WORK INSTRUCTION:
Tally the lines in the listing below that hold the string "read", and reply with that tally alone.

GIVEN DATA:
>>>
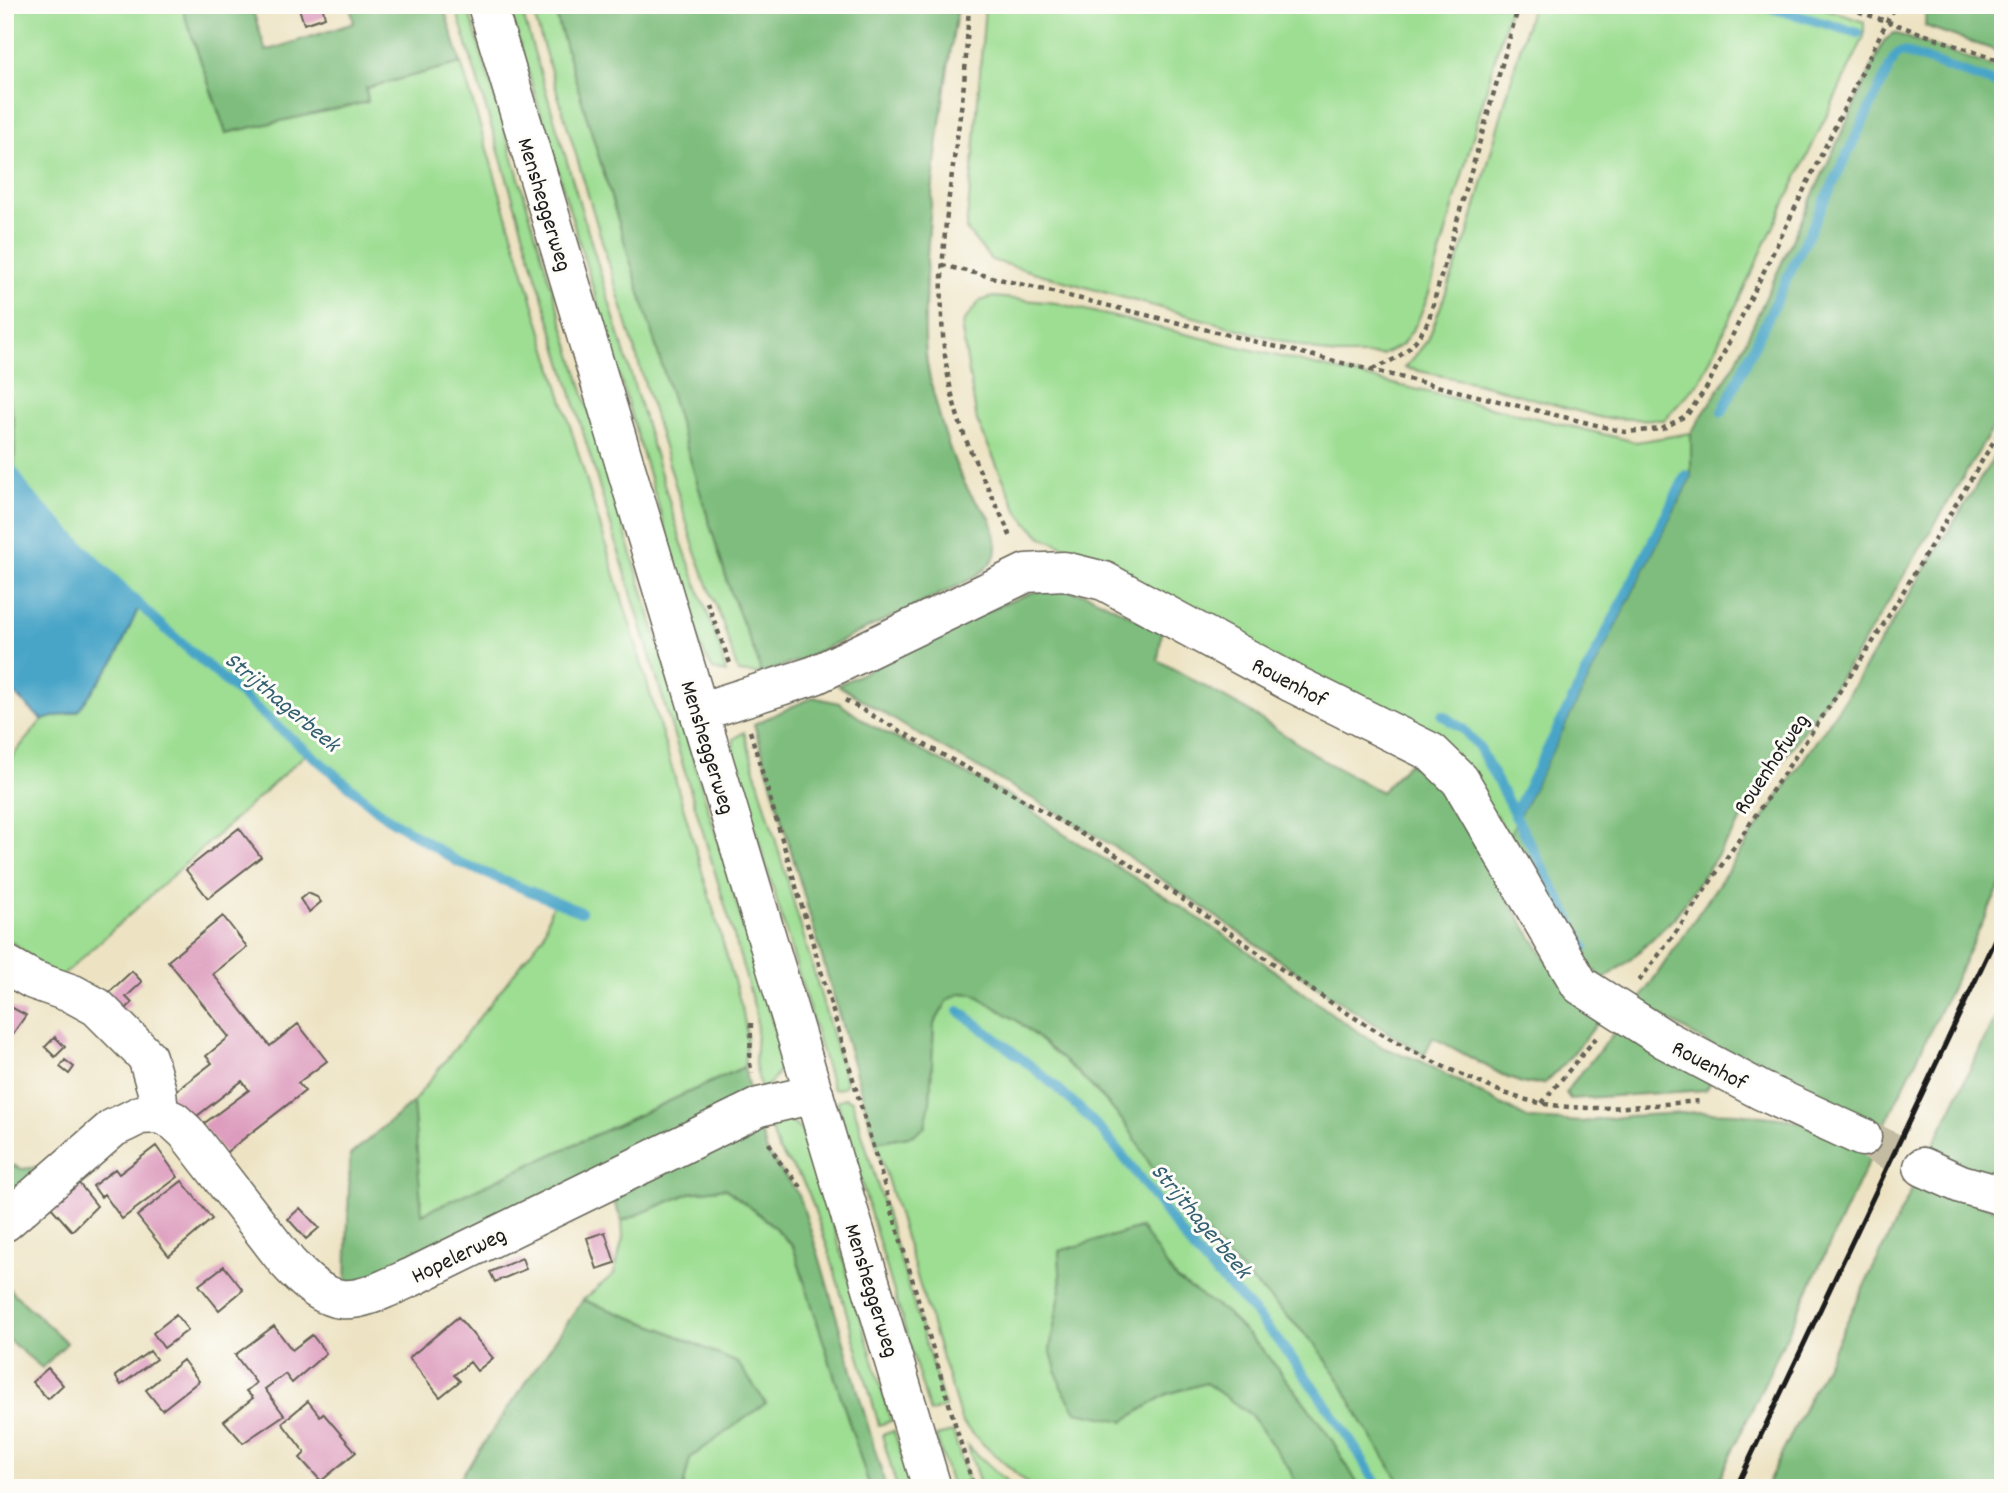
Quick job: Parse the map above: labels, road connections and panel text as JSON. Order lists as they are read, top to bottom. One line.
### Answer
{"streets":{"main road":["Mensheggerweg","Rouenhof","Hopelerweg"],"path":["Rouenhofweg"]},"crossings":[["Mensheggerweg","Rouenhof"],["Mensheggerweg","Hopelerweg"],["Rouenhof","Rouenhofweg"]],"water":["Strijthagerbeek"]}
<<<
>>>
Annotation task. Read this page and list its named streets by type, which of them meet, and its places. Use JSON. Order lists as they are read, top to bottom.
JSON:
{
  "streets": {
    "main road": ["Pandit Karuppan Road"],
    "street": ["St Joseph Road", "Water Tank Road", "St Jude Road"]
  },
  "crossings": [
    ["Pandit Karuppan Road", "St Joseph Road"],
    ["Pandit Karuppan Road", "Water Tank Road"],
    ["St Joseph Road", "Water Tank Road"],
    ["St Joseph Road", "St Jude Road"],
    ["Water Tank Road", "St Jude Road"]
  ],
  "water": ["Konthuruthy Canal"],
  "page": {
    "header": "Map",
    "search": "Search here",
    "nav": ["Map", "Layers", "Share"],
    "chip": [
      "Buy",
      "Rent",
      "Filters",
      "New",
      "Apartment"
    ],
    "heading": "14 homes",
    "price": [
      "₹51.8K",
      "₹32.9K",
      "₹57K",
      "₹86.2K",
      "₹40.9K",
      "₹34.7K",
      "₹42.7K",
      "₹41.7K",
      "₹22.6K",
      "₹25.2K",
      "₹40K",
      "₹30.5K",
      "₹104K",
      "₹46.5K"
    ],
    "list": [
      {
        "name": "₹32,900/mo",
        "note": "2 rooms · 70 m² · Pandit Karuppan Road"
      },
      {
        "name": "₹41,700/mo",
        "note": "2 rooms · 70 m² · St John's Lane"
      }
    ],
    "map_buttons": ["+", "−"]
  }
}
<<<
SOLUTION TO THE PROBLEM:
2